[Saved entries]
____
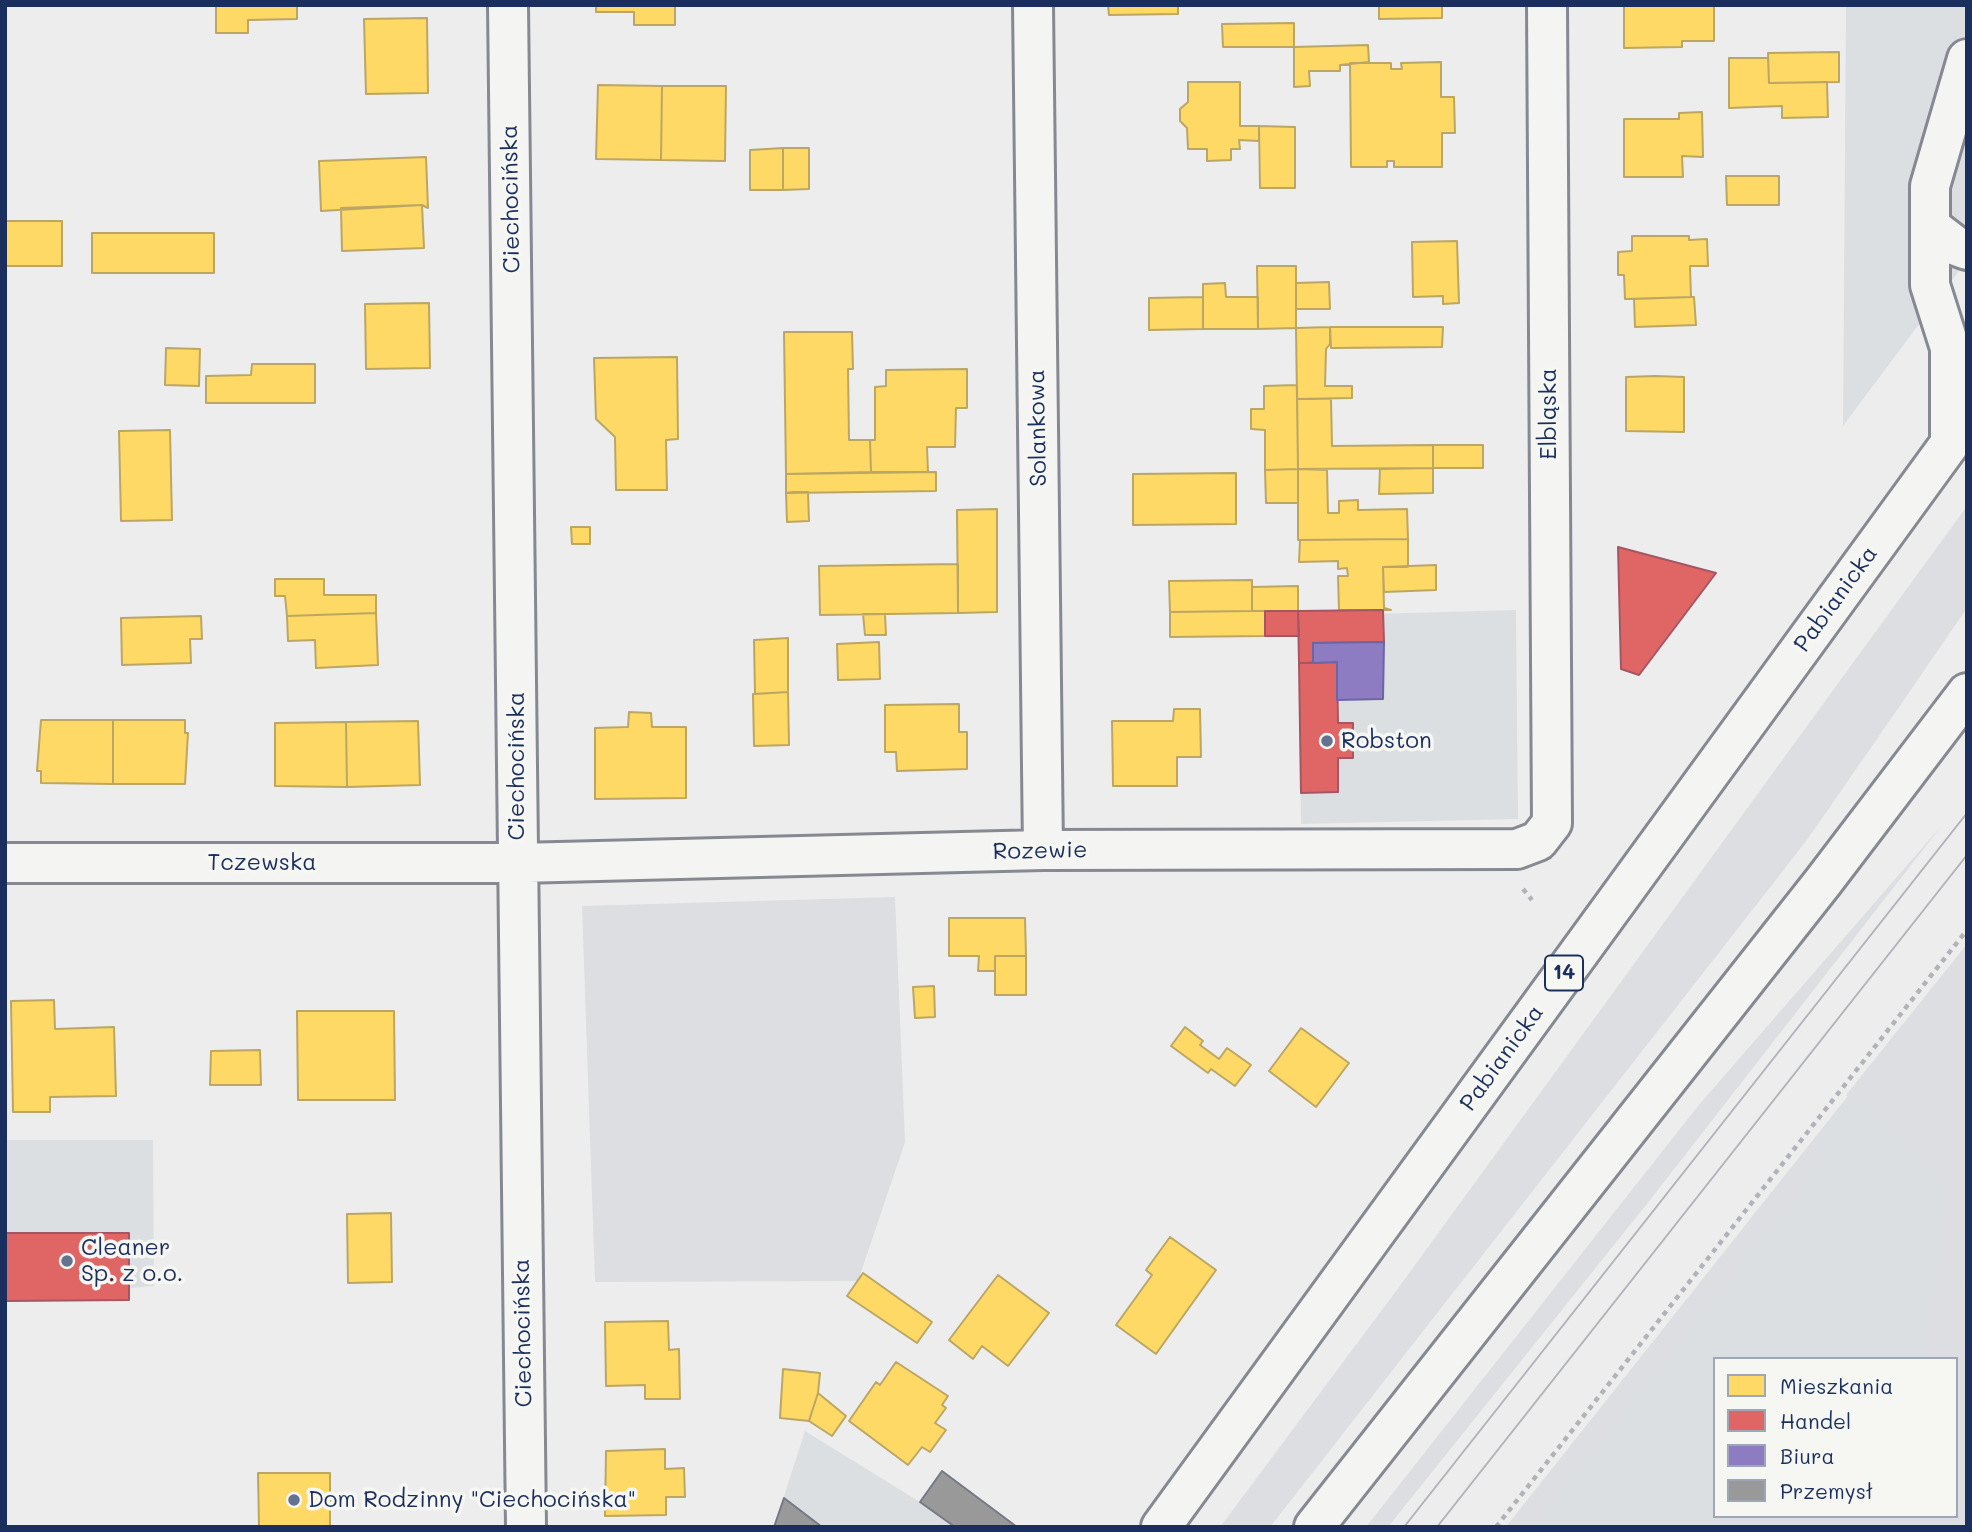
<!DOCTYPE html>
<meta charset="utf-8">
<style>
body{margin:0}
#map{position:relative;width:1972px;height:1532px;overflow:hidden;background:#ededed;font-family:Mali,sans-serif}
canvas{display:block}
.frame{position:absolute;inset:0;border:7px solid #1b2f5e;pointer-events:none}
.legend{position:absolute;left:1713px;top:1357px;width:245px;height:161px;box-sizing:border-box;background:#f6f6f2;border:2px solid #9ea6b7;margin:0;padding:9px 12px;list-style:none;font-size:21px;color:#1b2f5e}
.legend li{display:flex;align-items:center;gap:14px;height:35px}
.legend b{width:35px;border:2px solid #9ea6b7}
</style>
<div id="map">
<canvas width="1972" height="1532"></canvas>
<div class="frame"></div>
<ul class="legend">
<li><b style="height:19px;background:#ffd966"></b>Mieszkania</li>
<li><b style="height:19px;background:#e06666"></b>Handel</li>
<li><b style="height:19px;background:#8e7cc3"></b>Biura</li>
<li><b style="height:19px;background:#999"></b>Przemysł</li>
</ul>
</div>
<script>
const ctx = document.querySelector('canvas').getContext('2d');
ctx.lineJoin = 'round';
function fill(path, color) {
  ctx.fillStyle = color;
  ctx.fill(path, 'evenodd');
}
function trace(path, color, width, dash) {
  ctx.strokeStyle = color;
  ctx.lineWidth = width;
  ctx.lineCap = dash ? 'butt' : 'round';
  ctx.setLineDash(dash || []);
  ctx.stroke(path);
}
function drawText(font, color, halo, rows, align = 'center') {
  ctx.font = font + ' Mali,sans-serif';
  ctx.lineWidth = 7;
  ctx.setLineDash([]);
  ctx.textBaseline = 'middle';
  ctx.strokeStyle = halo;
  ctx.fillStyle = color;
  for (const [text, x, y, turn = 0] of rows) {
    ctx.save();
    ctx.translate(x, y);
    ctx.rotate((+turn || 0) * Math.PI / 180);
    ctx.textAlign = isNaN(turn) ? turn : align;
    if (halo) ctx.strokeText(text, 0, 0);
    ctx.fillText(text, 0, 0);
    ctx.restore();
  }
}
const built = new Path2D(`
 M1846 5H1967V260L1843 426Z
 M1516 610 1518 819 1301 824 1298 616Z
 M1967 945V1527H1506L1813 1140ZM1715 1359H1956V1516H1715Z
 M5 1140H153L154 1286 130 1288 129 1300 5 1301Z
 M805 1431 920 1502 955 1527H774Z`);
const green = new Path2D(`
 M1967 506V608L1897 710 1807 840 1270 1527H1220L1391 1298Z
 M1943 824 1650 1200 1388 1527H1366L1698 1106Z
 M895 897 905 1142 858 1281 595 1282 582 906Z
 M1967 944V1220L1963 1268 1967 1302V1415L1956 1408V1359H1924L1949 1181 1846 1095Z
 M1813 1140 1829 1154 1532 1527H1506Z`);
const homes = new Path2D(`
 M216 5H297V19L248 20V33H216Z
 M596 5H675V25H634V12H596Z
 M1108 5H1178V14L1109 15Z
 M1379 5H1442V18L1379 19Z
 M1624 5H1714V41H1682V47L1624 48Z
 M427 18 428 93 366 94 364 19Z
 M1294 23V47H1223L1222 24Z
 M1368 45 1369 62 1340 65V71H1309L1310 86 1294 87V47Z
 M1839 52V82L1769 83 1768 53Z
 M1729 58H1768L1769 83 1827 82 1828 117 1782 118V106L1729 108Z
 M1441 62V97H1454L1455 133H1442V167H1394V161H1387V167H1351L1350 63H1391V69H1402L1401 63Z
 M1188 82H1240V126H1259V141L1239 140 1240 149H1231V160L1207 161V149H1188L1187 128 1180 121V109L1188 102Z
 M598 85 662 86 661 160 596 159Z
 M662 86H726L725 161 661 160Z
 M1702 112 1703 157 1682 156 1683 177H1624V119H1679V113Z
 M1259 126 1295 127V188H1260Z
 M783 148V190H750V150Z
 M783 148H809V189L783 190Z
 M426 157 428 208 422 205 321 211 319 161Z
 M1726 176H1779V205H1727Z
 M422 205 424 248 342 251 341 208Z
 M5 221H62V266H5Z
 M92 233H214V273H92Z
 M1632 236H1689V240L1707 239 1708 266H1690L1691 297 1625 299 1624 275H1618V252L1632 251Z
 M1457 241 1459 303 1443 304V296L1413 297 1412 242Z
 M1257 266H1296V328L1258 329Z
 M1329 282 1330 309H1296V283Z
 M1225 283 1226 297H1258V329H1203V284Z
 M1203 297V329L1149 330V298Z
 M1691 297H1694L1696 325 1635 327 1634 299Z
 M429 303 430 368 366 369 365 304Z
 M1330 327H1443L1442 347 1331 348Z
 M1330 327V344L1326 349 1325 386H1352V398L1297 399 1296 328Z
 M784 332H852L853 369H848L849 440H870L871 472 786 474Z
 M166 348 200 349 199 386 165 385Z
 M677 357 678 439 666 440 667 490H616L615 437 596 419 594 358Z
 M252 364H315V403H206V376L251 375Z
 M967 369V408H956L955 447H927L928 472H871L870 440H875V387L886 386V370Z
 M1655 376 1684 377V432L1626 431V377Z
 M1297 385 1298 469 1265 470V430L1251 429V409H1264V386Z
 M1297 399H1331L1332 446 1433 445V468L1298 469Z
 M170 430 172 520 121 521 119 431Z
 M1433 445H1483V468H1433Z
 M1433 468V493L1379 494 1380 469Z
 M1298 469 1327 470 1328 513H1339V501L1358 500V510L1407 509 1408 539 1298 540Z
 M1298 469V503H1266L1265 470Z
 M936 472V491L786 493V474Z
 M1236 473V524L1133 525V474Z
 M793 492H808L809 521 787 522 786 493Z
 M997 509V612L958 613 957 510Z
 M571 527H590V544H572Z
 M1408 539V567H1383L1384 608 1391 610H1339L1338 576H1348L1347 568 1338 569V561L1299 562 1300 540Z
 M958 564V613L820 615 819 566Z
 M1436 565V590L1384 592 1383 567Z
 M275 579H324V595H376V613L287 616 285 596H275Z
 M1252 580V611L1170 612 1169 581Z
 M1298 586V611H1252V587Z
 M1252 611H1265V636L1170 637V612Z
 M376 613 378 665 316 668 315 640 288 641 287 616Z
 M863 614H885L886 635H865Z
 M201 616 202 639H190L191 663 122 665 121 618Z
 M788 638V692L755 694 754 640Z
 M879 642 880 679 838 680 837 644Z
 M788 692 789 745 754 746 753 694Z
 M959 704V732H967V769L897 771 896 752H885V705Z
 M1174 709H1200L1201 757H1177V786H1113L1112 721H1173Z
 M629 712 651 713 652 727H686V798L595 799V728L628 727Z
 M41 720H113V784L41 783V771H37Z
 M113 720H185V733H188L185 784H113Z
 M418 721 420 785 347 787 346 722Z
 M346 722 347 787 275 786V723Z
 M949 918H1025L1026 956H995V971H978L979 956H949Z
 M995 956H1026V995H995Z
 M934 986 935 1017 915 1018 913 987Z
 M54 1000 55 1029 114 1027 116 1096 50 1097V1112H13L11 1001Z
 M297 1011H394L395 1100H298Z
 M1185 1027 1203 1041 1200 1045 1219 1059 1227 1048 1251 1065 1235 1086 1211 1069 1208 1073 1171 1046Z
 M1301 1028 1349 1063 1316 1107 1269 1071Z
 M260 1050 261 1085H210L211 1051Z
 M391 1213 392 1282 348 1283 347 1214Z
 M1170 1237 1216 1270 1156 1354 1116 1325 1152 1275 1146 1270Z
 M863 1273 932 1322 917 1343 847 1296Z
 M998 1275 1049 1313 1008 1366 982 1346 973 1359 949 1340Z
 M668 1321 669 1350 679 1349 680 1399H645V1385L606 1386 605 1322Z
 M896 1362 948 1396 942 1405 946 1408 935 1423 946 1430 930 1452 922 1447 908 1465 849 1421 876 1382 880 1385Z
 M783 1369 820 1373 818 1393 809 1421 780 1418Z
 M818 1393 846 1416 832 1436 809 1421Z
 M665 1449V1469L684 1468 685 1497H666V1515L605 1516 606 1451Z
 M258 1473H330V1527H259Z`);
const shops = new Path2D(`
 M1618 547 1716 573 1639 675 1621 669Z
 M1383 610 1384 642 1313 643V663H1299L1298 611Z
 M1265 611H1298L1299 636H1265Z
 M1337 662 1338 723H1353V758H1338V792L1301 793 1299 663Z
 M5 1233H129V1300L5 1301Z`);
const offices = new Path2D(`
 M1384 642 1383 699 1337 700V662L1313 663V643Z`);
const industry = new Path2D(`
 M942 1471 1017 1527H955L920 1502Z
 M784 1498 822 1527H774Z`);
const path = new Path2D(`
 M1523 889 1532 900
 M1496 1527 1967 930`);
const minor = new Path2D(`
 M508 5 526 1527
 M1033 5 1043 850
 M1930 226 1956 246 1967 250
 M1950 441V348L1930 285V186L1967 59
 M5 863H518L1043 850 1517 849 1538 841 1552 823 1547 5`);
const major = new Path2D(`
 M1161 1527 1967 420
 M1314 1527 1823 882 1967 693`);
const tram = new Path2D(`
 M1404 1527 1967 813
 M1437 1527 1967 855`);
const markers = [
 [1327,741,7,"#647290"],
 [67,1261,7,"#647290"],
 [294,1500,7,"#647290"]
];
const shields = [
 [1564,973,38]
];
const shieldNames = [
 ["14",1564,973]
];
const streetNames = [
 ["Ciechocińska",511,199,-91],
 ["Elbląska",1549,414,-90],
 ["Solankowa",1038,428,-91],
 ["Pabianicka",1836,599,-54],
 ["Ciechocińska",517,766,-90],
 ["Rozewie",1040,851,-1],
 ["Tczewska",262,863],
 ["Pabianicka",1502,1058,-54],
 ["Ciechocińska",523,1333,-91]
];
const poiNames = [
 ["Robston",1341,741],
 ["Cleaner",81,1248],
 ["Sp. z o.o.",81,1274],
 ["Dom Rodzinny \"Ciechocińska\"",308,1500]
];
fill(built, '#dcdfe1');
fill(green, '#dcdee1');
fill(homes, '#ffd966');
trace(homes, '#bba664', 2);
fill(shops, '#e06666');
trace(shops, '#a55664', 2);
fill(offices, '#8e7cc3');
trace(offices, '#6c65a5', 2);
fill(industry, '#999');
trace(industry, '#737987', 2);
trace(minor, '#868992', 44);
trace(major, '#868992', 44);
trace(path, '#b1b3b8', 4.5, [5, 5]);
trace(minor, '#f4f4f2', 38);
trace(major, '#f4f4f2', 38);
trace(tram, '#b1b3b8', 2);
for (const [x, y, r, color] of markers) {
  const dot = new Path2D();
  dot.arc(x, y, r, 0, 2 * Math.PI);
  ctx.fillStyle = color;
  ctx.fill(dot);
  trace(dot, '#f6f6f2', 2.5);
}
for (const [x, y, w] of shields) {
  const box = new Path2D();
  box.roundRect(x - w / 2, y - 17.5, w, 35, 5);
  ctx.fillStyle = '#f6f6f2';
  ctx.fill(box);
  trace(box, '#1b2f5e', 2);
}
drawText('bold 21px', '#1b2f5e', null, shieldNames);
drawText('23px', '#1b2f5e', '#f6f6f2', streetNames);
drawText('23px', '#1b2f5e', '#f6f6f2', poiNames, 'left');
</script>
____
AIM OF THE EXERCISE.
What lines in the entries contain "align"? Report each one by copying it.

SOLUTION.
.legend li{display:flex;align-items:center;gap:14px;height:35px}
function drawText(font, color, halo, rows, align = 'center') {
    ctx.textAlign = isNaN(turn) ? turn : align;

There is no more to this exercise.